The US Federal Agency charged with enforcing the law (BATF) set up guidelines for each specific weapons type showing exactly where they had to be cut to no longer be considered a weapon.  Generally each receiver is cut into 3 different pieces.  Even then they ran into problems when US Military surplus firearms were so cut and sold as scrap metal.  Some folks would find 3 parts, build a jig and weld the 3 parts back into one, then fix the gun so it would shoot, then sell it or use it in a crime.  Of course they didn't tell the buyers how they got the gun.  So sometimes those weapons would explode in the consumer's face.  The end result was the scrapped guns were now also sqooshed in a press before being sold as scrap metal.  Congress changed laws a few more times.  In general now a machine gun can not possess it's receiver.  A lot of guns that were banned are now being sold without steel receivers, which of course gives you just so many gun parts without the gun part.  Some vendors also sell 'looks like the real thing' receivers made of zinc or another pot metal.  Up until the 1980s you could buy one of those, then by paying exorbitant  license fees have someone make you a real receiver and then merge that with the parts kit to make a working gun.  This clear threat so terrified Hollywood and the anti-gunners that yet another law was passed prohibiting anyone but government agencies from requesting a machine gun's frame be fabricated.  So now, if the gun is licensed it can be sold and possessed, but no new functional machine guns can be made or imported.  Except on govt. order of course.  Lots of gun kits are out there now with almost complete guns, but no frame/receiver. 
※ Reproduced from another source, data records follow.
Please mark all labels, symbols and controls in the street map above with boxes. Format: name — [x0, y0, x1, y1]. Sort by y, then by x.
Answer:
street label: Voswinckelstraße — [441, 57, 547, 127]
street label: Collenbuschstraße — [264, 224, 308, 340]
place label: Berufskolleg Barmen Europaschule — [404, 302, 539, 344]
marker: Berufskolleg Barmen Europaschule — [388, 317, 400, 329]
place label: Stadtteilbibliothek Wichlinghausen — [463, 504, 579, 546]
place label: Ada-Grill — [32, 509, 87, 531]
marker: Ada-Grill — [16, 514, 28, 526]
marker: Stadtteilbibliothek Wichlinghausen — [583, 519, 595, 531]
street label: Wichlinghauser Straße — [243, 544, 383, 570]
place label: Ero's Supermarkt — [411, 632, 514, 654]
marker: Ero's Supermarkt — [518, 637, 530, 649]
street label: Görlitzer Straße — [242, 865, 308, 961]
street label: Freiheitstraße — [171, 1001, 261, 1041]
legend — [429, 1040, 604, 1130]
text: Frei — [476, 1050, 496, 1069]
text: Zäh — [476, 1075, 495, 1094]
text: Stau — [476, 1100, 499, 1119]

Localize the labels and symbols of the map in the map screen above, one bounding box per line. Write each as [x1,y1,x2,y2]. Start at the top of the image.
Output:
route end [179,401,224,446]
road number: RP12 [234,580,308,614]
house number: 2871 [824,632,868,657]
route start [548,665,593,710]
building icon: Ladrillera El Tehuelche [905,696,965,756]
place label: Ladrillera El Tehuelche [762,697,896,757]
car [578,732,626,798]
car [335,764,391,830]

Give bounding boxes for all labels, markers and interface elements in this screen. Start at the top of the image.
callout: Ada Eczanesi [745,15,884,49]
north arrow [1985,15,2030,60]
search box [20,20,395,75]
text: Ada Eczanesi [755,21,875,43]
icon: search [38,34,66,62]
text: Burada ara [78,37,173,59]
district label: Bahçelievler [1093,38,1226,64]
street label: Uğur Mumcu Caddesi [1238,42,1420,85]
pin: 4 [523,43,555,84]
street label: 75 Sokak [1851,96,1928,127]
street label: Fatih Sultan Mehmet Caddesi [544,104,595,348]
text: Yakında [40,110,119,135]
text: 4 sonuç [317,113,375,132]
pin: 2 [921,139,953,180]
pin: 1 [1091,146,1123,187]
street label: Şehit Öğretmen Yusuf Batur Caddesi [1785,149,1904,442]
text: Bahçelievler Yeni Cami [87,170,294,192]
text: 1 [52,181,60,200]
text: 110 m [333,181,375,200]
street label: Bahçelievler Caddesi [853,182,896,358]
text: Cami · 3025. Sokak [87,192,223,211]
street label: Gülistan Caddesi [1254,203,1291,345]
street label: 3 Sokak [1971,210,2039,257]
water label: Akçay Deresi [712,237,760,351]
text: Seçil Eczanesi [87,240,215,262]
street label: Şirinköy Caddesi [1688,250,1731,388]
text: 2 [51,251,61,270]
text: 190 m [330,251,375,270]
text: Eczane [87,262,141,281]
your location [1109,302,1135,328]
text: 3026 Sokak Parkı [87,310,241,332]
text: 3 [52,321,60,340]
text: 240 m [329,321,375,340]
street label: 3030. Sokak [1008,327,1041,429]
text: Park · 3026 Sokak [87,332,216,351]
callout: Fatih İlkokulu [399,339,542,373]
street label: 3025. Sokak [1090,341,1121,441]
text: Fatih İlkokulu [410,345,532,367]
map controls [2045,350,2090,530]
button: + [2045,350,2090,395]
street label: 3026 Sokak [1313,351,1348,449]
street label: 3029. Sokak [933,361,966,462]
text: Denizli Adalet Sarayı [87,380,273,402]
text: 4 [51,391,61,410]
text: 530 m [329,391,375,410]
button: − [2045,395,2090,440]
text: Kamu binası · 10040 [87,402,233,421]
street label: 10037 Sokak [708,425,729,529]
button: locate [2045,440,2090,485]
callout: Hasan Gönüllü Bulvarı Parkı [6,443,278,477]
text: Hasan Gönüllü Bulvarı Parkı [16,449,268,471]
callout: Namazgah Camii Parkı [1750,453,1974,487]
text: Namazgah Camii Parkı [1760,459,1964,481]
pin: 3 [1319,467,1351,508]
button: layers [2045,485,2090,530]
Are there still any DeWatts?  Yes, of course, even though they are no longer being made as DeWatts.  Those pre-1968 DeWatts that were never restored to function are licensed as if they were functional and many still sit in museums and similar places with no one but the owner and the govt. knowing they are DeWatt.  Generally though if you own a DeWatt, sooner or later you will sell it to a licensee who will convert it to full function then sell it at a huge profit.  Likewise, cannons are usually considered legal to own if the breech mechanism is missing.  Further some towns and cities have their own definition of locally permissible DeWatts to possess in your home in certain neighborhoods.  Plugged up shotguns and stuff like you wrote about.  Local rules. 

Because of all this fully functional and licensed military type weapons sell for small fortunes.  Many of the now rarer types have been known to go for hundreds of thousands of dollars at auctions.  Kind of a good investment if you bought it out of the back of a magazine for $30 back in 1964 then registered it in 1968.